**DATA:**
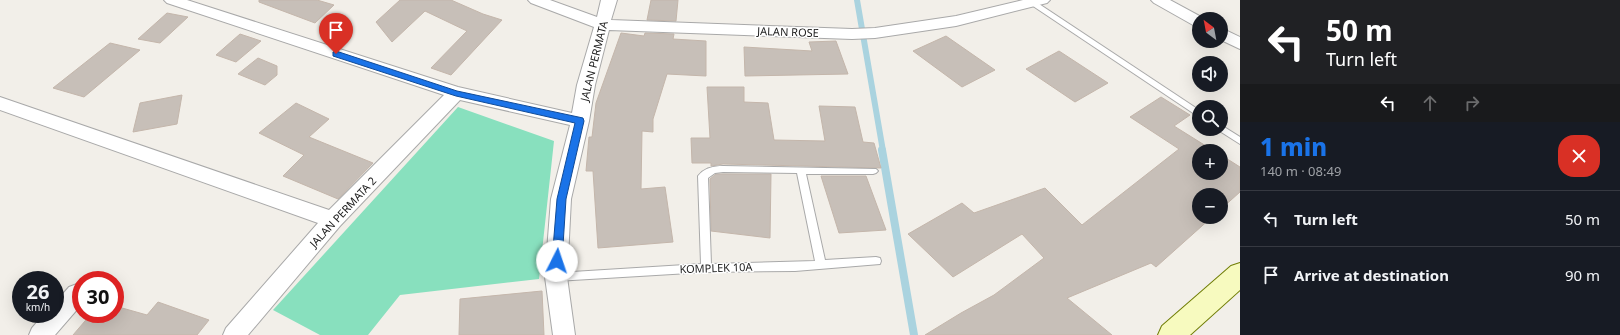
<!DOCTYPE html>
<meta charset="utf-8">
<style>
body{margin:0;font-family:"Noto Sans",sans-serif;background:#242831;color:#f1f3f6;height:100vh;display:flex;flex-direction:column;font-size:15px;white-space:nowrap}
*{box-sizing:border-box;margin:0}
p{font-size:13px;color:#9ea1a6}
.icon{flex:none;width:22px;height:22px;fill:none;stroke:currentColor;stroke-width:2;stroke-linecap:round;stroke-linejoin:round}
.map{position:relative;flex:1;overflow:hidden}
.sheet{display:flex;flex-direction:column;background:#171b24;width:380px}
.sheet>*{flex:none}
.hud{background:#202124;color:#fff;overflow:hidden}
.needle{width:26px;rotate:328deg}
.controls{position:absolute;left:1192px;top:12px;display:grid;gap:8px}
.controls a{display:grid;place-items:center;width:36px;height:36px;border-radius:50%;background:#171b24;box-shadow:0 4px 16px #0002;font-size:20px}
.speed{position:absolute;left:12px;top:271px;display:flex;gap:8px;font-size:20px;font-weight:700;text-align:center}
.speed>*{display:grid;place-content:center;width:52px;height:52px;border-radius:50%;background:#171b24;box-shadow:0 4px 16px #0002;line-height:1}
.speed small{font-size:10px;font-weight:400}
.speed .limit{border:6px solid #d22;background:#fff;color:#111}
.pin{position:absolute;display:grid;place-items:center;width:34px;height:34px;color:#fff;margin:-41px -17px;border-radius:50% 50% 50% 0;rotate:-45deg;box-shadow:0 0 4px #0007}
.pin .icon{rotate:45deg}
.me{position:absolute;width:44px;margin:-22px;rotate:4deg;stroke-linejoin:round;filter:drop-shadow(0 0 3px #0008)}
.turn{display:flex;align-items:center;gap:14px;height:84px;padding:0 20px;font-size:18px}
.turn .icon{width:52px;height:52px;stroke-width:2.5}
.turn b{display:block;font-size:28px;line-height:34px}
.lanes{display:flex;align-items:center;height:38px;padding:0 20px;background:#0003;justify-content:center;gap:20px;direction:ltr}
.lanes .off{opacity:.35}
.round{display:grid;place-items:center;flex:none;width:42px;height:42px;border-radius:16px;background:#242831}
.headline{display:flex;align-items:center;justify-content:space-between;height:68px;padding:0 20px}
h1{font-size:24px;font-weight:800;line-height:30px;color:#1a73e8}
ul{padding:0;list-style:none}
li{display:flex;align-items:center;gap:12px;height:56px;padding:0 20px;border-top:1px solid #363941}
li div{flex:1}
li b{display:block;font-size:15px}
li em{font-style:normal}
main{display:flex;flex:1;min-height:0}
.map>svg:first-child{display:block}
.pitch{fill:#88e0be}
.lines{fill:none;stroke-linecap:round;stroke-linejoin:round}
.stream-far1{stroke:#aad3df;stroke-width:6}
.stream{stroke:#aad3df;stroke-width:8}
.building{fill:#c7bfb8;stroke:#c4b6ab}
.lane-casing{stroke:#a9a9a9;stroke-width:2}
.street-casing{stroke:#a9a9a9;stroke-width:2}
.secondary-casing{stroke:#707d05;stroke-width:2}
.lane{fill:#fff;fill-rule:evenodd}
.street{fill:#fff;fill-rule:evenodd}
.secondary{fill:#f7fabf;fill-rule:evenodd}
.route{fill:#1a73e8;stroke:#114b97}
.labels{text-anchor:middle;stroke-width:3;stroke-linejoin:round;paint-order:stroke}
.street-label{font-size:11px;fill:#222;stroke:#fff}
</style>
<main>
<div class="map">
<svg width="1240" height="335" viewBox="0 0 1240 335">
<rect width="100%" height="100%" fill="#f2efe9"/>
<path class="pitch" d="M458,107L554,141L539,279L400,295L368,335H320L273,310Z"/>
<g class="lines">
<path class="stream-far1" d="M857,0L883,151"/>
<path class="stream" d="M882,150L914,335"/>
</g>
<g class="building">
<path d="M259,0H317L334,5L315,23L259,2Z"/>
<path d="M400,0H451L483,14L502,20L451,75L431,68L467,31L425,11L392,42L376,22Z"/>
<path d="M651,0H678L676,21L647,20Z"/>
<path d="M167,13L188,17L160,43L138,39Z"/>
<path d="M621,33L644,36L645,33L674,34L673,39L706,41V76L667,74L653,119V132L642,131L641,189L665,187L673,242L598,248L593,171H586L589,137H592L596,103Z"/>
<path d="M240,34L261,41L236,62L216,55Z"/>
<path d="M946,36L995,70L962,87L913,51Z"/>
<path d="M836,41L848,74L745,76L744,47L812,51L809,42Z"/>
<path d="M110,43L140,50L84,97L53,88Z"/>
<path d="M1059,51L1108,83L1075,102L1026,69Z"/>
<path d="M258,58L277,66V75L265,85L238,74Z"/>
<path d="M707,87H744V102L768,103L774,140L825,141L819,106L855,107L863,142L874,143L881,168L723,164L711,166V163H692L691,138H710Z"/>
<path d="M182,95L177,124L133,132L140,103Z"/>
<path d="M1161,97L1190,115L1174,126L1214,151H1199V173H1221V155L1240,167V192L1221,209V195H1199V217H1212L1156,267L1151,263L1067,298L1112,335H925L961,313L994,295L1044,258L1022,234L953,277L908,234L962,203L974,213L1045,188L1082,225L1179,149L1130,117Z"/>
<path d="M296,103L329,119L309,137L373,163L338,199L283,176L304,155L259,133Z"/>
<path d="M716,174H771L770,238L711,231L710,181V179Z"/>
<path d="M821,176H866L886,230L839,233Z"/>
<path d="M542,291L544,335H459L460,299Z"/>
<path d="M158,302L209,320L197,335H73L91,314H115V306L147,315Z"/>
</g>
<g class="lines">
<defs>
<g id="lane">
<path d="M1024,0H1033L1199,110V117Z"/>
<path d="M1221,125L1240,137V144L1218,130L1217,129H1221Z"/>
<path d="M723,166L876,169L878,171L876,173L873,174H806L825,260L876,257L880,258L881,261L880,264L795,271L706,272L556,281L552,280L551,277L552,274L556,273L701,264L698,176C704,168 714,166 723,166ZM723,172L797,173L815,261L711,264L708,178L715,173Z"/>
</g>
<g id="street">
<path d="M164,0H187L458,87L572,113L577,85L594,27L531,3L528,0H550L597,17L601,0H617L611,20L852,29L875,28L956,16L1023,0H1050L1047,3L956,26L875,38L852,39L609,30L595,85L589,121L571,199L567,277L575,335H553L545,277L551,199L570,125L460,100L340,226L248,335H223L226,328L318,223L0,110V97L329,210L444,95L167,3Z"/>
<path d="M1151,0H1170L1205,19H1199V27L1193,25L1154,3Z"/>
<path d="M1221,28L1240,37V49L1221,40Z"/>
<path d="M77,284L81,286V305L55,335H29L32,328L44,314H55V303L69,287Z"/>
</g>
<path id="secondary" d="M1240,263V290L1190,335H1158L1162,326L1231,266Z"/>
</defs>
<use href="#lane" class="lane-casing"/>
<use href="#street" class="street-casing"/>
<use href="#secondary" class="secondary-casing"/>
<use href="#lane" class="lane"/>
<use href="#street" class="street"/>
<use href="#secondary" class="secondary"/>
</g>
<path class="route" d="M336,51L457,91L583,118L584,121L566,199L562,261L560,264L557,266L553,264L552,261L557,199L575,123L456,96L333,56V52Z"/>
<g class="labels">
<g class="street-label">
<text transform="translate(788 32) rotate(2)" y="4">JALAN ROSE</text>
<text transform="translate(594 61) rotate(-76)" y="4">JALAN PERMATA</text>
<text transform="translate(343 212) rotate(-47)" y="4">JALAN PERMATA 2</text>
<text transform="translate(716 268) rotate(-2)" y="4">KOMPLEK 10A</text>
</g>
</g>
</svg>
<div class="controls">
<a><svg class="needle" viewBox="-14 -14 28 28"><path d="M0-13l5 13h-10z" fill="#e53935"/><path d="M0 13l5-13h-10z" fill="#9ea1a6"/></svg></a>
<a><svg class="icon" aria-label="sound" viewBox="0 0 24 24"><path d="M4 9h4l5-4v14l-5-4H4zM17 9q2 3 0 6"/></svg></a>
<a><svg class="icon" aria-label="search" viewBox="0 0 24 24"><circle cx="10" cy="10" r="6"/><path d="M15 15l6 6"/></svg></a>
<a>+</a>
<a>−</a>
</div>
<div class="speed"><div>26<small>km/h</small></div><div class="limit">30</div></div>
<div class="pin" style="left:336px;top:54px;background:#d93025"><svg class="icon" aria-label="arrive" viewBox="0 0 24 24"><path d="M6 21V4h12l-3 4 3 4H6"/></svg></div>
<svg class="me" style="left:557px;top:261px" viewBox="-20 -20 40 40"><circle r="19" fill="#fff"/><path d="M0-13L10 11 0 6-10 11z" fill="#1a73e8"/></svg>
</div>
<section class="sheet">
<div class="hud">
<div class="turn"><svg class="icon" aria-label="left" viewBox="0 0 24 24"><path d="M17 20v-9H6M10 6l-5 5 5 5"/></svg><div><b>50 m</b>Turn left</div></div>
<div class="lanes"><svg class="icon" aria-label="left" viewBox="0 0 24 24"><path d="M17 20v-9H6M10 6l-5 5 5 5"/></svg><svg class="icon off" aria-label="ahead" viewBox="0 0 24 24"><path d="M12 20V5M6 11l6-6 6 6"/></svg><svg class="icon off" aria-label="right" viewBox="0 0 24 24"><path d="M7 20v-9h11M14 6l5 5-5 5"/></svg></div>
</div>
<div class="headline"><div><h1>1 min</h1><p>140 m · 08:49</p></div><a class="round" style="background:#d93025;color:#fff"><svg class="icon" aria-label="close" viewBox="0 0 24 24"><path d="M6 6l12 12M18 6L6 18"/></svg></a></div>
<ul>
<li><svg class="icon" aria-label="left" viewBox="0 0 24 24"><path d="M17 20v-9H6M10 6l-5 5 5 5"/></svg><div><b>Turn left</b></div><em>50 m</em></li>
<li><svg class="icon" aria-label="arrive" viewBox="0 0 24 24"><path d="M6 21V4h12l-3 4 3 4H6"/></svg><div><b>Arrive at destination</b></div><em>90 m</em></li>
</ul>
</section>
</main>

**YOUR ASSIGNMENT:** Only lines that contain the string "limit" count; pick each one out of the records and copy it.

**ANSWER SPACE:**
.speed .limit{border:6px solid #d22;background:#fff;color:#111}
<div class="speed"><div>26<small>km/h</small></div><div class="limit">30</div></div>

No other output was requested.